Most would classify it as a briefing, yet it had no slides and no statistics.
It did have two chairs, a guest speaker and a room full of Airmen with looks of uncertainty about whether it was alright to not raise their hands.
The four words seemed simple enough but why had most of us never heard them?
Instantly, I knew this wasn’t just another briefing but a chance to change our thought processes about how to correctly engage in any kind of sexual act because knowing how to ask for consent is at the core of combating sexual assaults.
“Asking will never ruin the moment unless you never had a moment in the first place,” said Mike Domitrz, Date Safe Project president. “It’s more direct and it shows more confidence. The current system is they guess and they wait forever to even guess so there is all of this delay, confusion and awkwardness. Whereas if you ask, it saves time…there’s no way to lose when you ask because if they say no you’re going to be glad you didn’t go for it.”
From to dating scenarios to couples who have been married for more than 25 years, the primary theme was the same: treat everyone with respect and ask before you act.
“Nobody really knows how to ask for consent,” said 1st Lt. Nicole Flanagan, 39th Air Base Wing sexual assault response coordinator. “We say to ask for consent but no one teaches you how and this month I want to give people the skills so they can have healthy relationships. If we grow those skills and bystander intervention strategies on how to have positive interactions with everyone in our lives then sexual assault is not going to be as much of a problem as it is now.”
The event challenged everyone to be an advocate for each other and when you see a situation that doesn’t seem right don’t be afraid to step in.
Not only is it important to step in but it’s equally important to know what to say and understand most people have the misconception of saying phrases such as, “I’m sorry to hear that.”
“Instead you want to say if anyone ever has or does harm you, I’m going to be here for you always and that focuses on the person,” said Domitrz. “It creates a safe space for someone to come forward.”

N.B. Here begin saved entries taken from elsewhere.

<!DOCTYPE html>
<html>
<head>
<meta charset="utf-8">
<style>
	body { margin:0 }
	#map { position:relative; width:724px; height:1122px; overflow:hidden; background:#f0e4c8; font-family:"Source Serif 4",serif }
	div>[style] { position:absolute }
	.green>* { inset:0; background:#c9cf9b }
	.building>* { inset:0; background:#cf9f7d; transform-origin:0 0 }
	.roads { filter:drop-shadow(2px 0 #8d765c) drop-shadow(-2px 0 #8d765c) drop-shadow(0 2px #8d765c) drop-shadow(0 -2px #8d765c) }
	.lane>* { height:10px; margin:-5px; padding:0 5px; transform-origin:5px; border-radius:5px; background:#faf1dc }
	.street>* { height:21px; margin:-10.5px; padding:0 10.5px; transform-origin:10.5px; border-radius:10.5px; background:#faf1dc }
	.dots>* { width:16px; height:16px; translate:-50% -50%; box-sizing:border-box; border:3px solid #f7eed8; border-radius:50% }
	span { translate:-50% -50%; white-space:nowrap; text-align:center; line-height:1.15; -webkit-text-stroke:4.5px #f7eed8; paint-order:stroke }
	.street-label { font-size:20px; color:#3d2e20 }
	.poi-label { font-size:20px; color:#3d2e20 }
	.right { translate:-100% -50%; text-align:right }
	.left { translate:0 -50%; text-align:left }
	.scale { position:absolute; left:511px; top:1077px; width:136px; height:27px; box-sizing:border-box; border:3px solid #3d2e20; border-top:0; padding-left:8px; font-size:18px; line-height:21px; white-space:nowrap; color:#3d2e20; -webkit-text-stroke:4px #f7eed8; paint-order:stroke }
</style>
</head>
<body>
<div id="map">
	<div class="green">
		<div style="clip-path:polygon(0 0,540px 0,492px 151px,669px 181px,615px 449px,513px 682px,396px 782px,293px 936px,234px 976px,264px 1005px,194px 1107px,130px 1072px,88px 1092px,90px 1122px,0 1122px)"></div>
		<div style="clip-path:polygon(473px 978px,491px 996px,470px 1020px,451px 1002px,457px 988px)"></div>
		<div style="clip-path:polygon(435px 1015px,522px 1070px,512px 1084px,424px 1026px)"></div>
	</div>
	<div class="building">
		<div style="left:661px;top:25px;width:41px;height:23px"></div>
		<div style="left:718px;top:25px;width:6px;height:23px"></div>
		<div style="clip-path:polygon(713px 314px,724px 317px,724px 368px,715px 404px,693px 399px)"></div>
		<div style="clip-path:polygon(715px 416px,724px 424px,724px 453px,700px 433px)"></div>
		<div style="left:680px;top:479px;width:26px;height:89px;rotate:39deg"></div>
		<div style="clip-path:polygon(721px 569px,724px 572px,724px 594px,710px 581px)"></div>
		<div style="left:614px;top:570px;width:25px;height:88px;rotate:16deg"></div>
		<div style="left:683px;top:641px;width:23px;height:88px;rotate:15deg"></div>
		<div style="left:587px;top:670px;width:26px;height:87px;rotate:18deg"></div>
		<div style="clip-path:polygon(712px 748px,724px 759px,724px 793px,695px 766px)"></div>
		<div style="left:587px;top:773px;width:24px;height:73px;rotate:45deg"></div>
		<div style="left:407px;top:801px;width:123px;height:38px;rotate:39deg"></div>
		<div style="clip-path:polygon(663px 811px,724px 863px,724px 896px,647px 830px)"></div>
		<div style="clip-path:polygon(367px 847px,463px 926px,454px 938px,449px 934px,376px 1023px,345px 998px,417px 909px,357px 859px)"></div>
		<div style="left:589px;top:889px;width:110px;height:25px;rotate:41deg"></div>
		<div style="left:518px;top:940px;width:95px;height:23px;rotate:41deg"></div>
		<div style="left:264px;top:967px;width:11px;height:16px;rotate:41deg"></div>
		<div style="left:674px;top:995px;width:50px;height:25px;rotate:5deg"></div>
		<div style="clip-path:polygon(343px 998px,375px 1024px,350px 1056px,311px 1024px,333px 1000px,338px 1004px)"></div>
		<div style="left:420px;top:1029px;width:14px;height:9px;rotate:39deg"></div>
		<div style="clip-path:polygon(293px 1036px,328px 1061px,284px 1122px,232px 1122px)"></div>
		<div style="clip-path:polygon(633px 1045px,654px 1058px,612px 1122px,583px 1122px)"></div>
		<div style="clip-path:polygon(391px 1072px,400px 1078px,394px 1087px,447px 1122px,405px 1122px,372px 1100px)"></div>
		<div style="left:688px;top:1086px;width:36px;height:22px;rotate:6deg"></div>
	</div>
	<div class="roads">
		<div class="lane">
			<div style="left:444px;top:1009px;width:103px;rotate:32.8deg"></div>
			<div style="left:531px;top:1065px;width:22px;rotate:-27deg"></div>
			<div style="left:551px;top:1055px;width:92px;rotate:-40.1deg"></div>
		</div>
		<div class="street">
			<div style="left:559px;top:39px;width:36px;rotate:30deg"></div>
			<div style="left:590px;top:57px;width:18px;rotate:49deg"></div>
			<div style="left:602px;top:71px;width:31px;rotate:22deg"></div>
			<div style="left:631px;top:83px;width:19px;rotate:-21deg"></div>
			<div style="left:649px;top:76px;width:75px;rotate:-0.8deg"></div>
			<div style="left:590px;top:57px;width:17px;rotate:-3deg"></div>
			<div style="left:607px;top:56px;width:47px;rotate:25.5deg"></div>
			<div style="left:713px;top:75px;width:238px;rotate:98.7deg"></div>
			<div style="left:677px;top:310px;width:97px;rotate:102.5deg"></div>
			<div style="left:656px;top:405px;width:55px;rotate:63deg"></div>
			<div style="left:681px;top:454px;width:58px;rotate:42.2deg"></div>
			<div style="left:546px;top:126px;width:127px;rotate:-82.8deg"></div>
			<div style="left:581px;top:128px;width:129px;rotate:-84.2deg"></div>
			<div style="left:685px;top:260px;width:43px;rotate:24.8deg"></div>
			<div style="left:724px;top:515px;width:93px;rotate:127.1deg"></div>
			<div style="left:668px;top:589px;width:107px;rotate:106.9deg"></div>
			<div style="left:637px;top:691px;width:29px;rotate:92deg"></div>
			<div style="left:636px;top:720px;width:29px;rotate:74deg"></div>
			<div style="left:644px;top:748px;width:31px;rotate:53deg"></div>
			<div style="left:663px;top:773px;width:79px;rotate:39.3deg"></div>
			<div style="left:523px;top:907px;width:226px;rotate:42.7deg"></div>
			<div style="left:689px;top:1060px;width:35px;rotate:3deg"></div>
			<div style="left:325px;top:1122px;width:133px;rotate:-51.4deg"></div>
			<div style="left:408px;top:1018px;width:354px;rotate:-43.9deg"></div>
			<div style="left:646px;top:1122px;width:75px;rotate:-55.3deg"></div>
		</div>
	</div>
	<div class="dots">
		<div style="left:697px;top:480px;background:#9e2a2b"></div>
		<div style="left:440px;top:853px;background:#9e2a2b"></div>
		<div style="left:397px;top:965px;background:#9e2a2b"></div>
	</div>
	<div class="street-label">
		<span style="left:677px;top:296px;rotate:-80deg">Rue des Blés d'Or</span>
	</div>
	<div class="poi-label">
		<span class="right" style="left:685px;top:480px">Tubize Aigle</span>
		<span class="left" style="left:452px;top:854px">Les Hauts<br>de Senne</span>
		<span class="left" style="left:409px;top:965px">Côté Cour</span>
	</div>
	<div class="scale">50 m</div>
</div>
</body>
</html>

In order to adequately be there for one another, we all must know the different reporting options include restricted and unrestricted reports and volunteer victim advocates, chaplain corps, and healthcare personnel are helping agencies to support people who have been sexually assaulted.
Throughout the month, the SARC and VAs hosted 12 events targeted at educating Airmen about sexual assault.
“I partnered with every single helping agency we have here in order to focus on education,” said Flanagan. “I want people to walk away with positive skills and understand how to have healthy relationships. I don’t like negative reinforcement. I think any conscious person if you ask them if raping someone is wrong that they’re going to say yes.”
Most Airmen have never and will never sexually assault another person in their lifetime but it’s up to us to get this number down to zero by always asking for consent, intervening when necessary and supporting our wingmen.
Sexual assaults aren’t just a statistic we quote in April. It is a crime that forever changes victims’ lives, their families and our Air Force family.
Together we can stop sexual assaults; the steps toward that goal could be as simple as learning how to ask “Can I kiss you?”
(Editor’s Note: The mention of the organization The Date Safe Project does not constitute Air Force support or affiliation.)